Indoor detection: title-based inference in merge layer + fix _merge_all_locked

- Add _INDOOR_TITLE_RE / _infer_indoor_title() to writer.py (matches zwift, ftp-builder, turbo-trainer, rodillo); replaces the narrower zwift-only regex that was local to write_athlete_json - _is_outdoor now delegates to _infer_indoor_title so all four keywords are excluded from records and MMP aggregation - apply_sidecar and _apply_sidecar_summary both set sub_sport=indoor when the title matches and no explicit sub_sport is already present - _merge_one_locked: detect title-inferred activities as needs_merge and call apply_sidecar({},{}) so the _merged copy gets sub_sport=indoor written - _merge_all_locked: read index upfront to populate to_merge with title-inferred IDs; call apply_sidecar({},{}) for activities in to_merge without sidecars; apply _apply_sidecar_summary to ALL summary entries (not only sidecar ones)
2026-05-15 01:03:17 +02:00
parent 0fbb7822df
commit 4ea2292e2b
2 changed files with 49 additions and 12 deletions
@@ -10,6 +10,18 @@ from bincio.extract.models import LapData, ParsedActivity
 from bincio.extract.simplify import build_geojson, preview_coords
 from bincio.extract.timeseries import build_timeseries
 # Titles that reliably identify indoor/virtual activities regardless of sub_sport metadata.
 # Strava imports from Zwift and FTP-builder platforms lose sub_sport on export.
 _INDOOR_TITLE_RE = re.compile(
    r'\b(zwift|ftp[\s\-]builder|turbo[\s\-]?trainer|rodillo)\b',
    re.IGNORECASE,
 )
 def _infer_indoor_title(title: str) -> bool:
    """Return True if the title reliably identifies an indoor/virtual activity."""
    return bool(_INDOOR_TITLE_RE.search(title))
 def make_activity_id(activity: ParsedActivity) -> str:
    """Generate a BAS activity ID from started_at + optional title slug.
@@ -278,14 +290,11 @@ def write_athlete_json(summaries: list[dict], output_dir: Path, athlete_config:
        return [[d, w] for d, w in sorted(best.items())]
    _INDOOR_SUB_SPORTS = {"indoor", "treadmill", "virtual"}
    _INDOOR_TITLE_RE = re.compile(r'\bzwift\b', re.IGNORECASE)
    def _is_outdoor(s: dict) -> bool:
        if s.get("sub_sport") in _INDOOR_SUB_SPORTS:
            return False
-        if _INDOOR_TITLE_RE.search(s.get("title") or ""):
+        return not _infer_indoor_title(s.get("title") or "")
            return False
        return True
    all_mmps = [s["mmp"] for s in summaries if s.get("mmp") and _is_outdoor(s)]
    mmps_365 = [s["mmp"] for s in summaries if s.get("mmp") and _is_outdoor(s) and s["started_at"] >= cutoff_365]
@@ -71,6 +71,7 @@ def parse_sidecar(path: Path) -> tuple[dict, str]:
 def apply_sidecar(detail: dict, fm: dict, body: str) -> dict:
    """Apply sidecar overrides to a detail JSON dict.

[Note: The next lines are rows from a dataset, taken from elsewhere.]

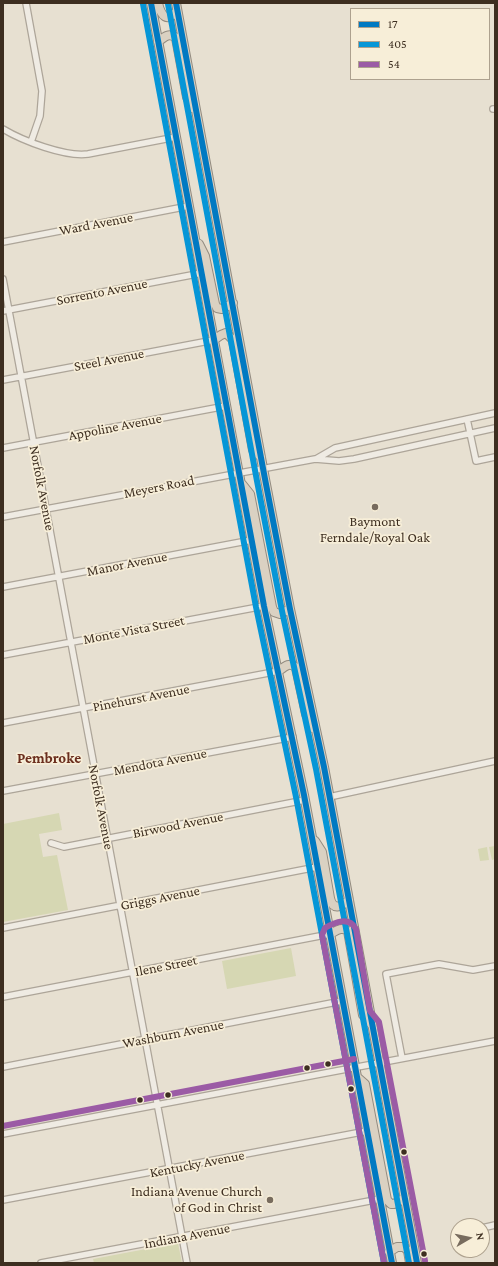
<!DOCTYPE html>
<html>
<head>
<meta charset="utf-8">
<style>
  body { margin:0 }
  #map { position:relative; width:498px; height:1266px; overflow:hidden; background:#e7e0d1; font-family:"Crimson Pro",serif }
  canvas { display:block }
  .frame { position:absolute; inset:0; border:4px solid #3d2e20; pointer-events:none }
  .legend { position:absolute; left:350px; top:8px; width:140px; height:72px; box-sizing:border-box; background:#f7eed8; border:1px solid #ada18e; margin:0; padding:5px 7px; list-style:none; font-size:12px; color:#3d2e20 }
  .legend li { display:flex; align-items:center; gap:8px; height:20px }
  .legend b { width:20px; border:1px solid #ada18e }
  .north { position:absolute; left:450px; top:1218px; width:40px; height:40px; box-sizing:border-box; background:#f7eed8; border:1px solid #ada18e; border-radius:50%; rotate:81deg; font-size:11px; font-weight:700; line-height:16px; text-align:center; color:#3d2e20 }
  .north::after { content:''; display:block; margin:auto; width:14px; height:18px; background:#786c5e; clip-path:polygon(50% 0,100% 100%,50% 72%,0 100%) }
</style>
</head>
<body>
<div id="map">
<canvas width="498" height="1266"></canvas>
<div class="frame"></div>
<ul class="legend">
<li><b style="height:5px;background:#0079c2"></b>17</li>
<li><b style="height:5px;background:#0696d7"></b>405</li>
<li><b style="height:5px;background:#9b5ba5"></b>54</li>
</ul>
<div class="north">N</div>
</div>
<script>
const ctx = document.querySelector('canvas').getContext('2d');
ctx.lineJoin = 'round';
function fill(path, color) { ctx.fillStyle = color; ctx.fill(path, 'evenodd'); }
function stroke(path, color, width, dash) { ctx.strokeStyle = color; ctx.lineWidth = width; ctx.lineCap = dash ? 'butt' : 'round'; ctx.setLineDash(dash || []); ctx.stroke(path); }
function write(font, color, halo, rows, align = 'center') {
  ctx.font = font + ' "Crimson Pro",serif'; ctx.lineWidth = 3.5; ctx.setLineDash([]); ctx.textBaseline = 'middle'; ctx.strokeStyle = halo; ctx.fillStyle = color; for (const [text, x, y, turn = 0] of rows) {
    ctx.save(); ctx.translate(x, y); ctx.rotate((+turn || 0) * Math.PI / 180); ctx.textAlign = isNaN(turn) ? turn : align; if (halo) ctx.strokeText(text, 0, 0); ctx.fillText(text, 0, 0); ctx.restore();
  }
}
const green = new Path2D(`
  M59 813 62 830 39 834 43 857 57 855 68 910 3 922V824Z
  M495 846V859L492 860 489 847Z
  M487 847 489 860 480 861 478 849Z
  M291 948 296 976 227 989 222 961Z
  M178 1243 182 1263H94L93 1259Z`);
const minor = new Path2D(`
  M26 3 42 91 40 116 31 142
  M493 109H495
  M3 129C23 141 65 157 88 154L176 137
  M3 242 189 206
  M3 279 187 1263
  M3 311 202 273
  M3 380 214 340
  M467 419 476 461 495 457
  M3 448 226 406
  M316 459 335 448 495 413
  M3 517 315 459 339 461 354 459 495 428
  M3 587 252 540
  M3 655 264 606
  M3 723 279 671
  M3 791 293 737
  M329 797 495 761
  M51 843 64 847 305 800
  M3 928 317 867
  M3 997 330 934
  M402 1058 386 974 439 964 473 970 495 966
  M3 1067 342 1001
  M3 1134 495 1041
  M3 1200 367 1131
  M482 1228 495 1225
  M41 1263 380 1199`);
const highway = new Path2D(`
  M151 3 232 437 264 606 304 795 392 1263
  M158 3C161 16 167 23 177 11
  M176 3 265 479 290 609 324 767 417 1263
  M158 42C164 37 169 32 176 38L187 97 193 108
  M199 244 205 256 215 304 217 308 222 309 233 303
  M214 340 221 335 226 333 233 340 253 450 261 457
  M242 484 250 494 272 607 274 612 280 614 290 609
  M279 671C284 667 290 661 296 668L306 714 313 728
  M315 841 322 852 330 898C333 911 341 907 349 900
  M330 934C336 931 341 926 348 931L363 1015 371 1024
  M357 1077 365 1084 387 1200 391 1204H394L405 1198
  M389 1252 397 1247H404L408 1251 410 1263`);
const bus1 = new Path2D(`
  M151 3 264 606 304 795 392 1263
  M176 3 265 479 290 609 324 767 417 1263`);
const bus2 = new Path2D(`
  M143 4 256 607 296 797 384 1263
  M168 4 257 481 282 611 316 769 409 1263`);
const bus3 = new Path2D(`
  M3 1126 354 1059
  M384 1263 322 935 325 928C335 922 349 916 356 929L370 1011 379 1022 425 1261`);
const markers = [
  [375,507,4,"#786c5e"],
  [328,1064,3.5,"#3d2e20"],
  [307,1068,3.5,"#3d2e20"],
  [351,1089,3.5,"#3d2e20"],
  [168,1095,3.5,"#3d2e20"],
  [140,1100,3.5,"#3d2e20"],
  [404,1152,3.5,"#3d2e20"],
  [270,1200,4,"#786c5e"],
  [424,1254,3.5,"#3d2e20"]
];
const streetNames = [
  ["Ward Avenue",96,224,-11],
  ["Sorrento Avenue",102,292,-11],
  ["Steel Avenue",109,360,-11],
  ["Appoline Avenue",115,427,-11],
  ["Meyers Road",159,487,-11],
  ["Norfolk Avenue",42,488,79],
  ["Manor Avenue",127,564,-11],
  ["Monte Vista Street",134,630,-11],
  ["Pinehurst Avenue",141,698,-11],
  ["Mendota Avenue",160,762,-11],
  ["Norfolk Avenue",101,807,79],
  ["Birwood Avenue",178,825,-11],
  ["Griggs Avenue",160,898,-11],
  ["Ilene Street",166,966,-11],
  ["Washburn Avenue",173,1034,-11],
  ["Kentucky Avenue",197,1164,-11],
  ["Indiana Avenue",187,1236,-11]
];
const poiNames = [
  ["Baymont",375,522],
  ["Ferndale/Royal Oak",375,538],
  ["Indiana Avenue Church",262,1192,"right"],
  ["of God in Christ",262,1208,"right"]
];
const neighbourhoodNames = [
  ["Pembroke",49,758]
];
fill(green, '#d6d7b3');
stroke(minor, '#ada599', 8);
stroke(highway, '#928b80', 10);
stroke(minor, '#efebe3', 5.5);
stroke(highway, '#dad1c2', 8);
stroke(bus1, '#0079c2', 6);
stroke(bus2, '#0696d7', 6);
stroke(bus3, '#9b5ba5', 6);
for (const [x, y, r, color] of markers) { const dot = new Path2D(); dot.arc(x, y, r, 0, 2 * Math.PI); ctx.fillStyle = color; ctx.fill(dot); stroke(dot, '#f7eed8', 1.5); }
write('14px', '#3d2e20', '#f7eed8', streetNames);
write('14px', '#3d2e20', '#f7eed8', poiNames);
write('bold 15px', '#6b2e1e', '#f7eed8', neighbourhoodNames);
</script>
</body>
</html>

Returns a modified copy."""
    from bincio.extract.writer import _infer_indoor_title
    d = dict(detail)
    d.setdefault("custom", {})
    d["custom"] = dict(d["custom"])  # don't mutate original
@@ -81,6 +82,9 @@ def apply_sidecar(detail: dict, fm: dict, body: str) -> dict:
        d["sport"] = str(fm["sport"])
    if "sub_sport" in fm:
        d["sub_sport"] = str(fm["sub_sport"]) if fm["sub_sport"] else None
    # Infer indoor from title when sub_sport is still absent after sidecar
    if not d.get("sub_sport") and _infer_indoor_title(d.get("title") or ""):
        d["sub_sport"] = "indoor"
    if "gear" in fm:
        d["gear"] = str(fm["gear"]) if fm["gear"] else d.get("gear")
    if body:
@@ -99,6 +103,7 @@ def apply_sidecar(detail: dict, fm: dict, body: str) -> dict:
 def _apply_sidecar_summary(summary: dict, fm: dict) -> dict:
    """Apply sidecar overrides to an index summary entry."""

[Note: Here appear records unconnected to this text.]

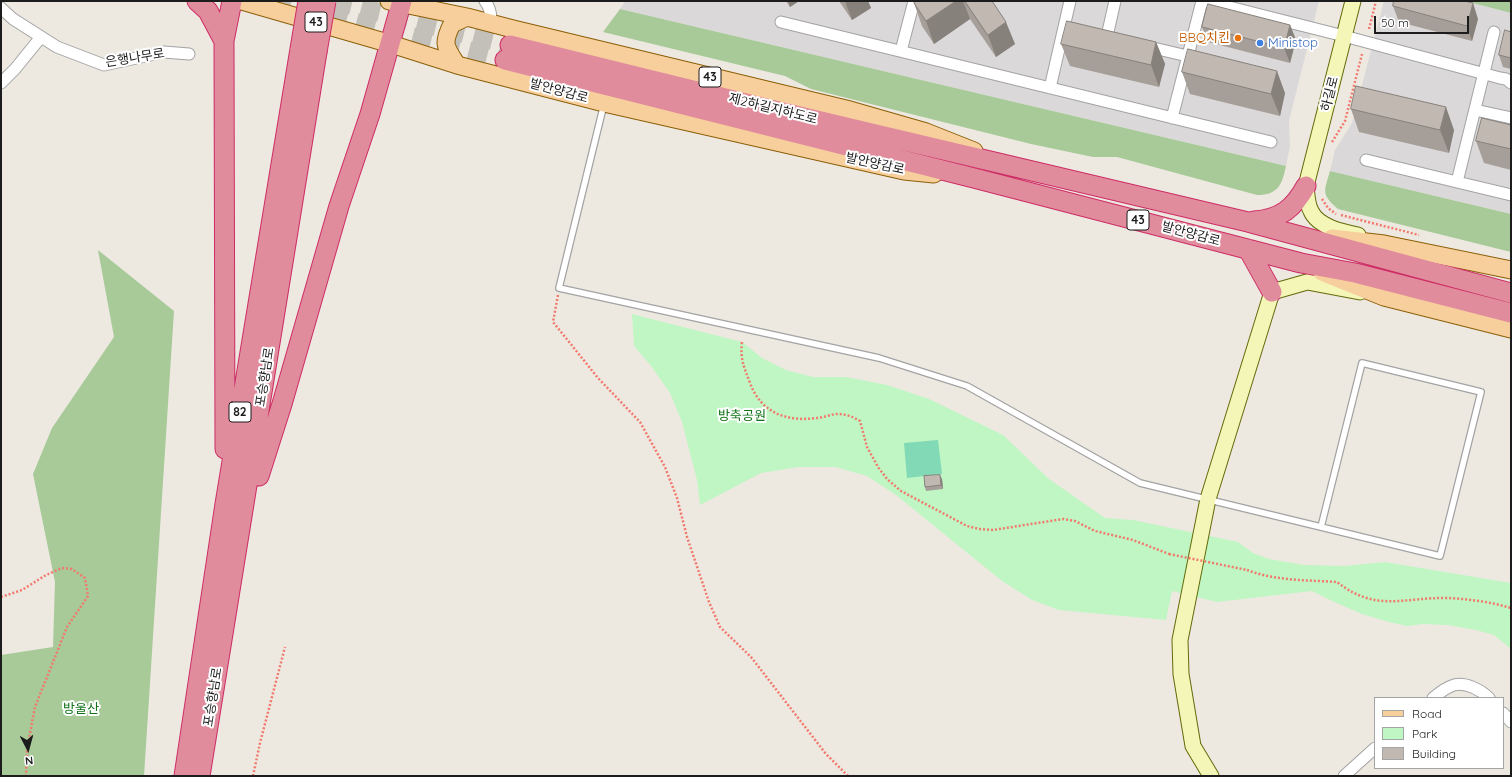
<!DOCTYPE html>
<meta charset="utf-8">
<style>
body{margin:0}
#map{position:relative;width:1512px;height:777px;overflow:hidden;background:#ede9e1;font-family:Quicksand,sans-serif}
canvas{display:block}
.frame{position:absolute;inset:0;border:2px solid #1c1c1c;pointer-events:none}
.legend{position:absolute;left:1374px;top:697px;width:130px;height:72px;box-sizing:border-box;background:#fff;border:1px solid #a4a4a4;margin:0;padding:5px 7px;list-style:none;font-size:12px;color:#1c1c1c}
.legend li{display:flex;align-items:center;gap:8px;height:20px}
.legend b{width:20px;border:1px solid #a4a4a4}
.north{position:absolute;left:8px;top:729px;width:40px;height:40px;-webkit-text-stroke:3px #fff;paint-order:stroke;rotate:174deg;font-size:11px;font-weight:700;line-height:16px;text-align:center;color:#1c1c1c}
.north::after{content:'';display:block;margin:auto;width:14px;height:18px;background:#1c1c1c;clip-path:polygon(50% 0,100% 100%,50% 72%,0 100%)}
.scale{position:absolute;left:1374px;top:16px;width:95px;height:18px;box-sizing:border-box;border:2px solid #1c1c1c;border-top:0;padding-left:5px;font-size:12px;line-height:14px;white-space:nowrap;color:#1c1c1c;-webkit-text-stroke:3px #fff;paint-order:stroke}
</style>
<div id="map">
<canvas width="1512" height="777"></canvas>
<div class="frame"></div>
<ul class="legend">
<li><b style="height:5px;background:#f7cf9c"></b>Road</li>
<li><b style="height:11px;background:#bff6c3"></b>Park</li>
<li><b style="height:11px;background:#c1b8b1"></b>Building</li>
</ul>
<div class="north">N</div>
<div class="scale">50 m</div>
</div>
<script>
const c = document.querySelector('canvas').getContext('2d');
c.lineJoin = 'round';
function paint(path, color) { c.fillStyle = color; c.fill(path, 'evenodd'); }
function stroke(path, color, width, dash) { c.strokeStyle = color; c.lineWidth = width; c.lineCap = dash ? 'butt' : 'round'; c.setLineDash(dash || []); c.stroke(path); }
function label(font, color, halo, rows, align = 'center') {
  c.font = font + ' Quicksand,"Noto Sans KR",sans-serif'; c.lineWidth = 4; c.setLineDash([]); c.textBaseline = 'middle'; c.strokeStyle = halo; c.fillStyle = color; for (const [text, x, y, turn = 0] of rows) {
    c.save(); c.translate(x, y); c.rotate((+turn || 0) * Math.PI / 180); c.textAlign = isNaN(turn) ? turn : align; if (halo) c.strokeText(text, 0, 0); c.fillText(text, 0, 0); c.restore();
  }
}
paint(new Path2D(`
 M625,1H1319L1289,121L1290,146L1286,166L620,9Z
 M1384,1H1465L1511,13V214L1330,171L1335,150L1352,123Z`), '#dad8d8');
paint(new Path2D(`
 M1465,1H1511V13Z
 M620,9L1286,166C1282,185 1278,195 1257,195L1117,157H1093L1031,144L811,89L785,76L603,32Z
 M1330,171L1511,214V252L1338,209C1321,194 1324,192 1330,171Z
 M98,250L174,311L144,776H1V655L53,647L55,582L33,474L52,428L114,337Z`), '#a7ca98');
paint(new Path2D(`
 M632,314L742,342L762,358L786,370L813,377H846L887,385L929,399L1003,435L1049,479L1105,518L1133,520L1238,542L1253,553L1269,559L1304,565L1344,566L1385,562L1511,583V649L1494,635L1476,630L1448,625L1423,624L1407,626L1389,622L1362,614L1332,601L1312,591L1217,602L1172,591L1166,620L1059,610L1032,600L1002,581L896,495L867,476L835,467H799L761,473L700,505L697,480L682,422L670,393L651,366L634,346Z`), '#bff6c3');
paint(new Path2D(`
 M938,440L942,474L907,478L904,443Z`), '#82d9b6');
stroke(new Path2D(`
 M272,1L505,60
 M333,1L510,45`), '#c3c0ba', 19, [19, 10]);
const lane = new Path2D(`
 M604,104L559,288L879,358L967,386L1140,483L1440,556L1481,392L1362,363L1321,527`);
const street = new Path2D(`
 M485,1C490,8 492,15 490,23
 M1205,1L1344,36L1500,78L1506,79L1511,83
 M1,8L13,19L57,47L104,65L164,52L189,54
 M781,22L1271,142
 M1494,32L1457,182L1511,195
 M1107,36L1115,1
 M1145,46L1200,59
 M901,51L914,1
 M1,83L15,69L41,37
 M1050,88L1070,1
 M1475,110L1511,118
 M1172,118L1202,1
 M1366,160L1457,182
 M1433,698C1439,693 1447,687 1454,685C1466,682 1481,690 1489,698
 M1503,713L1511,722
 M1344,776L1375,748`);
const secondary = new Path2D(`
 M1353,1L1306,186C1307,194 1307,204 1311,211C1318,227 1343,232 1358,235
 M1211,776L1193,746L1181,674L1180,640L1208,499L1272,292L1307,282L1360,292`);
const primary = new Path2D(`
 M242,1L391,44L457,65L604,103L904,171L934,174
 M389,1L467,17L513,29L846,109L926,132L974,151
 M457,65C445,46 442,44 452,24L467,17
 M1332,238L1384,244L1511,270
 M1322,272L1384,297L1511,329`);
const highway = new Path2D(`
 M197,1L208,11L224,41
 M510,45L770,109L1248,222L1511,293
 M505,60L974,178L1301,263L1355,273L1511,313
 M1254,221C1281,219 1294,208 1306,186
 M1248,249L1272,292
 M225,449L224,41L232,1
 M259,476L282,404L339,206L370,114L402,1
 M184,776L225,504L300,49
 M200,776L317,52`);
stroke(lane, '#a3a3a3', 8);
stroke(street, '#a3a3a3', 13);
stroke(secondary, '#626b0a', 17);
stroke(primary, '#8c5e07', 19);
stroke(highway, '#cd2c65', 21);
stroke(new Path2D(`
 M1369,29L1376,1
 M1332,142L1345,121L1362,54
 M1322,199L1328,208L1336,214
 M1341,215L1419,235
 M558,295L553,322L598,378L640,422L665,467L677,498L687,537L709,602L720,627L751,657L826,754L848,776
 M742,342C740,359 744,367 750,383C761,413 787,422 816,418C821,418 826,416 831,415C841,412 852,416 860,421L867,447L878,467L887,479L901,491L967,526L979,529L993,530L1063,519L1075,521L1095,531L1133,540L1169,554
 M1247,570C1275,581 1308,580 1337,582C1377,613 1403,597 1448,598C1469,599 1491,602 1511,608
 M1,597L22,590L46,575L62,568L72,569L85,578L88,596L67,627L35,707L27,749L26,776
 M253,776L260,743L285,647`), '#f2796d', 2.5, [2, 2]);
stroke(lane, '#fff', 5.5);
stroke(street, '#fff', 11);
stroke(secondary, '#f3f6b6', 15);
stroke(primary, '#f7cf9c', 17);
stroke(highway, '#e18c9d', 19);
const highwayBridge = new Path2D(`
 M300,49L308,1
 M317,52L326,1`);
stroke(highwayBridge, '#cd2c65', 21, []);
stroke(new Path2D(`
 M1169,554L1247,570`), '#f2796d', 2.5, [2, 2]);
stroke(highwayBridge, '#e18c9d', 19);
paint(new Path2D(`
 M786,1H799L790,7Z
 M839,1H868L871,8L852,20Z
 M917,1H992L1015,44L996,57L970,19L934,44L922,26L914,3Z
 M1393,6L1478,19L1472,41L1399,22Z
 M1290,25L1296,40L1290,63L1208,42L1202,27Z
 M1511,32V69L1503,67L1499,55Z
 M1156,42L1165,64L1159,87L1070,66L1061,44Z
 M1182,72L1285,93L1280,116L1190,94Z
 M1351,109L1454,130L1449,153L1359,132Z
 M1511,125V170L1484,163L1476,141Z
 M942,479L943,489L926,491L925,487Z`), '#a69e98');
paint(new Path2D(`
 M788,1H799L790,7Z
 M845,1H868L871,8L852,20Z
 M956,1H963L970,19L934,44L926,21Z
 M1473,3L1478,19L1472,41L1467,26Z
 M1006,22L1015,44L996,57L988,35Z
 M1290,25L1296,40L1290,63L1284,48Z
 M1156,42L1165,64L1159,87L1151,65Z
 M1277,71L1285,93L1280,116L1271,94Z
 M1446,107L1454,130L1449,153L1440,130Z
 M940,475L942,479L943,489L941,485Z`), '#87817c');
const building = new Path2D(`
 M917,1H956L926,21L914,3Z
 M965,1H992L1006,22L988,35Z
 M1394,1H1464L1473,3L1467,26L1393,6Z
 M1208,4L1290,25L1284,48L1202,27Z
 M1067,21L1156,42L1151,65L1061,44Z
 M1505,30L1511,32V58L1499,55Z
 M1188,49L1277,71L1271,94L1182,72Z
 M1356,86L1446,107L1440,130L1351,109Z
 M1482,118L1511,125V149L1476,141Z
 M940,475L941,485L925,487L924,476Z`);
paint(building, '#c1b8b1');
stroke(building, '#87817c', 1);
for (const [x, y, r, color] of [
 [1238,38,4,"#e8710a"],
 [1260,43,4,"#3f7fe0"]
]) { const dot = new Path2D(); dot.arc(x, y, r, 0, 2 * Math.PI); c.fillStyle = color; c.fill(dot); stroke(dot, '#fff', 1.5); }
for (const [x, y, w] of [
 [316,22,22],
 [710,77,22],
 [1138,220,22],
 [240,412,22]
]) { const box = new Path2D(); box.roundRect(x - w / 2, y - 10, w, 20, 3); c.fillStyle = '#fff'; c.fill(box); stroke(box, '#1c1c1c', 1); }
label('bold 12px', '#1c1c1c', null, [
 ["43",316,22],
 ["43",710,77],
 ["43",1138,220],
 ["82",240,412]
]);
label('13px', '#c56008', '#fff', [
 ["BBQ치킨",1230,38]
], 'right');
label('13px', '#366cbe', '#fff', [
 ["Ministop",1268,43]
], 'left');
label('13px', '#1c1c1c', '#fff', [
 ["은행나무로",135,58,-9],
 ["발안양감로",559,91,15],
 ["하길로",1330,94,-76],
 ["제2하길지하도로",773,109,14],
 ["발안양감로",875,164,12],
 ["발안양감로",1191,234,15],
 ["포승향남로",265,377,-81],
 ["포승향남로",213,697,-81]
]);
label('13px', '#107317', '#fff', [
 ["방축공원",742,416],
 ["방울산",81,709]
]);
</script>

    from bincio.extract.writer import _infer_indoor_title
    s = dict(summary)
    s.setdefault("custom", {})
    s["custom"] = dict(s["custom"])
@@ -113,6 +118,9 @@ def _apply_sidecar_summary(summary: dict, fm: dict) -> dict:
        s["custom"]["highlight"] = bool(fm["highlight"])
    if "private" in fm:
        s["privacy"] = "unlisted" if fm["private"] else summary.get("privacy", "public")
    # Infer indoor from title when sub_sport is still absent
    if not s.get("sub_sport") and _infer_indoor_title(s.get("title") or ""):
        s["sub_sport"] = "indoor"
    return s
@@ -156,6 +164,12 @@ def _merge_one_locked(data_dir: Path, activity_id: str) -> None:
        )
    needs_merge = has_sidecar or bool(image_files)
    # Also need a real file (not symlink) when title inference would change sub_sport
    if not needs_merge and not has_sidecar:
        from bincio.extract.writer import _infer_indoor_title
        _peek = json.loads(src.read_text(encoding="utf-8"))
        if not _peek.get("sub_sport") and _infer_indoor_title(_peek.get("title") or ""):
            needs_merge = True
    # Symlink the timeseries file (never merged — always points to the extract output)
    ts_src = acts_dir / f"{activity_id}.timeseries.json"
@@ -170,10 +184,13 @@ def _merge_one_locked(data_dir: Path, activity_id: str) -> None:
        dest.unlink()
    if needs_merge:
-        detail = json.loads(src.read_text(encoding="utf-8"))
+        detail = locals().get("_peek") or json.loads(src.read_text(encoding="utf-8"))
        if has_sidecar:
            fm, body = parse_sidecar(sidecar_path)  # type: ignore[arg-type]
            detail = apply_sidecar(detail, fm, body)
        else:
            # No sidecar — still apply title inference
            detail = apply_sidecar(detail, {}, "")
        if image_files:
            detail["custom"] = dict(detail.get("custom") or {})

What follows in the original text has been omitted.